Via Balloon-Juice, I found this excellent essay by John Scalzi on using videogames as an illustration to talk to straight white males about the inherent advantages they have in life. Scalzi’s main point is that in the imaginary MMO called The Real World, choosing to play as “Straight White Male” is the lowest possible difficulty setting imaginable.
Dudes. Imagine life here in the US — or indeed, pretty much anywhere in the Western world — is a massive role playing game, like World of Warcraft except appallingly mundane, where most quests involve the acquisition of money, cell phones and donuts, although not always at the same time. Let’s call it The Real World. You have installed The Real World on your computer and are about to start playing, but first you go to the settings tab to bind your keys, fiddle with your defaults, and choose the difficulty setting for the game. Got it?
Okay: In the role playing game known as The Real World, “Straight White Male” is the lowest difficulty setting there is.
Like I said, it’s an excellent piece, and I recommend reading it. My first reaction when I read it was, “Hey Scalzi! Mixing videogames and politics is my thing. Stick to writing your excellent fiction books, of which I am a huge fan, and when will you be writing more, and oh, you can’t answer because this conversation is imaginary and you don’t know me.”
My second reaction, however, was that Scalzi used the wrong game in suggesting an example of an MMO with a difficulty setting. In World of Warcraft, the balance-obsessed designers at Blizzard have pretty much created a world where playing as any of the race/class combos is not significantly more difficult than playing as any other. Now, some of my colleagues and friends in the biz will disagree with me on that point, and I will stipulate that there are some minor differences, but they are marginal, and it doesn’t really serve the analogy well, and I fear that the underlying point may be lost on some people who compare the concept of white privilege to playing an Orc Warrior vs. a Human Hunter.
For a detailed analysis of class-based leveling in WoW that will surely test the limits of your sleep avoidance abilities, check out this link. The key quote being:
The difference in played time between the slowest class and the fastest class while specced for fast leveling is no more than 6-10 hours.

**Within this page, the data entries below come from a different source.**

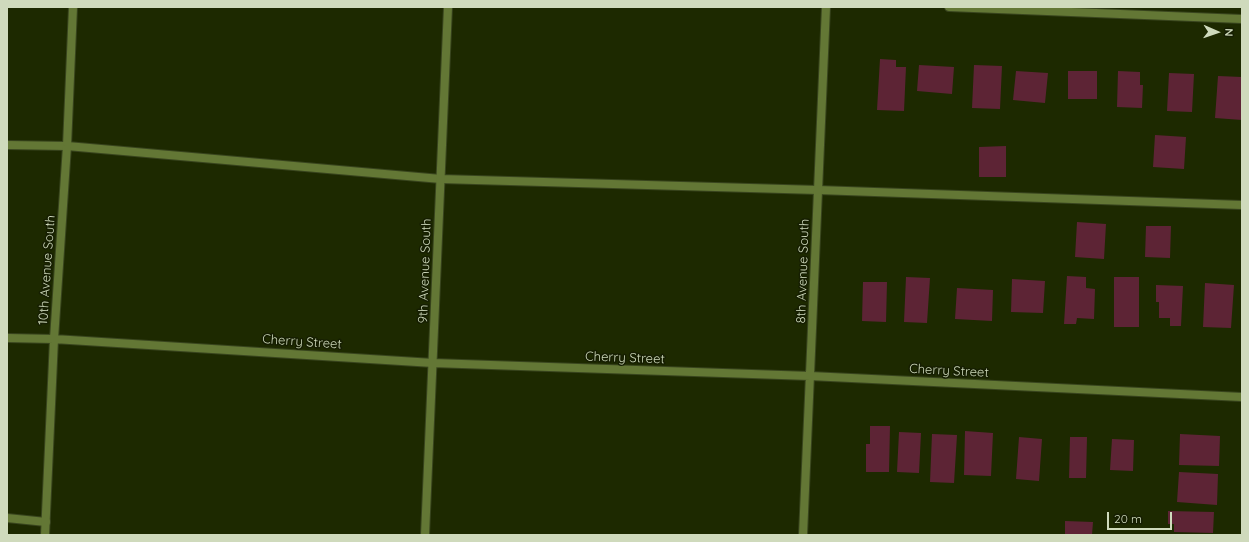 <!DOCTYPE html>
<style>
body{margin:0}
#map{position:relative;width:1249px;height:542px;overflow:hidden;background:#1d2900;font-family:Quicksand,sans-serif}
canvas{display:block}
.frame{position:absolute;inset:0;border:8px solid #cfdabc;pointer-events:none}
.north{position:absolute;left:1197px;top:12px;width:40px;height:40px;-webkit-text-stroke:3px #161e02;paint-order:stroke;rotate:92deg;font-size:11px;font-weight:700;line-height:16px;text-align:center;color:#cfdabc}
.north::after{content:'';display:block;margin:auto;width:14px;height:18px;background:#cfdabc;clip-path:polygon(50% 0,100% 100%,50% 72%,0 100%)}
.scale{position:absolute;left:1107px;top:512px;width:65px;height:18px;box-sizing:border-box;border:2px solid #cfdabc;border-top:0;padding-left:5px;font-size:12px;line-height:14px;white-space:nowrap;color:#cfdabc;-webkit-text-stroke:3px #161e02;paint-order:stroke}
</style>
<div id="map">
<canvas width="1249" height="542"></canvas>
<div class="frame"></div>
<div class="north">N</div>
<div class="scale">20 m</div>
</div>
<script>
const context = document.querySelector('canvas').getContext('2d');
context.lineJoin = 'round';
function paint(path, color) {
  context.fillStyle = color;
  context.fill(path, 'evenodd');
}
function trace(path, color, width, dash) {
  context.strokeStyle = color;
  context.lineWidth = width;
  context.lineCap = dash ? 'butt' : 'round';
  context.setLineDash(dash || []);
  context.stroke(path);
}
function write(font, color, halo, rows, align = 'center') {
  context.font = font + ' Quicksand,sans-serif';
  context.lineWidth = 3;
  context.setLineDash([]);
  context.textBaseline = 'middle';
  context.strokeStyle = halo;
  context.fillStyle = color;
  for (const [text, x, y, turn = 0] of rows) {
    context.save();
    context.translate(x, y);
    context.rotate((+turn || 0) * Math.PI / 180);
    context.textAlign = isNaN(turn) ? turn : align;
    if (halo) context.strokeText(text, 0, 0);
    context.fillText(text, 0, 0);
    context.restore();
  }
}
paint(new Path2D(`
 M 880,59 L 896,60 L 896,67 L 906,67 L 904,111 L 877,110 Z
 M 919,65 L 954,67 L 952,94 L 917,91 Z
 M 974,65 L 1002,66 L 1000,109 L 972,108 Z
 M 1016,71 L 1048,73 L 1045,103 L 1013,100 Z
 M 1068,71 L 1097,71 L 1097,99 L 1068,99 Z
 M 1118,71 L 1140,72 L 1140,85 L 1143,85 L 1142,108 L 1117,107 Z
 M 1169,73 L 1194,74 L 1192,112 L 1167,111 Z
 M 1218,76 L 1242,77 L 1242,120 L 1215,118 Z
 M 1155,135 L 1186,137 L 1184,169 L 1153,167 Z
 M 1006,146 L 1006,177 L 979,177 L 979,147 Z
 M 1077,222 L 1106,224 L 1104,259 L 1075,257 Z
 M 1146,226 L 1171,226 L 1170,258 L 1145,257 Z
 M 1067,276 L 1086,277 L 1086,288 L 1095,289 L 1094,319 L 1077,318 L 1076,324 L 1064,324 Z
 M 906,277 L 930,278 L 927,323 L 904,322 Z
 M 1114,277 L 1139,277 L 1139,327 L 1114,327 Z
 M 1012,279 L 1045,281 L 1043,313 L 1011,312 Z
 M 863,282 L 887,282 L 886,322 L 862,321 Z
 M 1205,283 L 1234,285 L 1231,328 L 1203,327 Z
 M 1156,285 L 1183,286 L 1181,326 L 1170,326 L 1170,318 L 1159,318 L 1159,302 L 1156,302 Z
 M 957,288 L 993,290 L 992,321 L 955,319 Z
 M 870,426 L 890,426 L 889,472 L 866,472 L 866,444 L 870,444 Z
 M 965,431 L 993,433 L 991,476 L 964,475 Z
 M 899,432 L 921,433 L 919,473 L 897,472 Z
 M 932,434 L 957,435 L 954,483 L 930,482 Z
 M 1180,434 L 1220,436 L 1219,466 L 1179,465 Z
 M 1019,437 L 1042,439 L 1039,481 L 1016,479 Z
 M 1070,437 L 1087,437 L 1086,478 L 1069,478 Z
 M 1112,439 L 1134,440 L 1133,471 L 1110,470 Z
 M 1179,472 L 1218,474 L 1217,505 L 1177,502 Z
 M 1168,511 L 1214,512 L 1213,533 L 1174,532 L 1174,524 L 1168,524 Z
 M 1065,521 L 1093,522 L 1092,535 L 1065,535 Z`), '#5d2435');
const service = new Path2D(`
 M 7,145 L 67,146 L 441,179 L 818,190 L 1242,205
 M 7,518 L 46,522`);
const minor = new Path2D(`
 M 949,7 L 1242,19
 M 7,338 L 54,339 L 433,363 L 810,376 L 1242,397
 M 45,535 L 54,339 L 67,146 L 73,7
 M 425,535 L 448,7
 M 803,535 L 826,7`);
trace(service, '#39451e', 10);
trace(minor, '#39451e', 10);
trace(service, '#637735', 8);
trace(minor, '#637735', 8);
write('13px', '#cfdabc', '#161e02', [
 ["10th Avenue South",47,270,-86],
 ["9th Avenue South",425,271,-88],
 ["8th Avenue South",803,271,-88],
 ["Cherry Street",302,342,4],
 ["Cherry Street",625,358,2],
 ["Cherry Street",949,371,3]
]);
</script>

I’ve found that all classes can level at a rapid pace, but there are clear enough distinctions to separate them in my mind.
The game Scalzi should have used was EverQuest. In EverQuest, after selecting your character’s race and class the game will warn you about particular combinations that might be particularly difficult. Playing as a Dark Elf Necromancer in EQ means being labeled as Kill On Sight (KOS) to the guards in many towns. Merchants will refuse to buy or sell from you. Now that’s a difficulty level.
Scalzi’s main point is still true though. Playing as a DE Necro doesn’t mean you can’t advance in levels or acquire gold and items. It just makes it harder. And it doesn’t mean that if you play as an easy character that you won’t have to work or that success is guaranteed. It just means you’ll have an easier time and oftentimes more and better opportunities will present themselves.
The real problem with Scalzi’s analogy though is not that he used the wrong game or that people might not understand it. It’s a simple enough analogy; people get it. The real problem is that many white people just don’t believe it. They are convinced that the playing field is level. Many more will readily admit that the playing field used to favor straight white males, but that it has recently been tipped too far in favor of minorities.
I’m not sure that any analogy will change that. It requires showing hard data and statistical analysis, and there are a lot of people who are seemingly immune to those methods, some because of inability to do the math, but most because they have simply chosen to just not believe the data.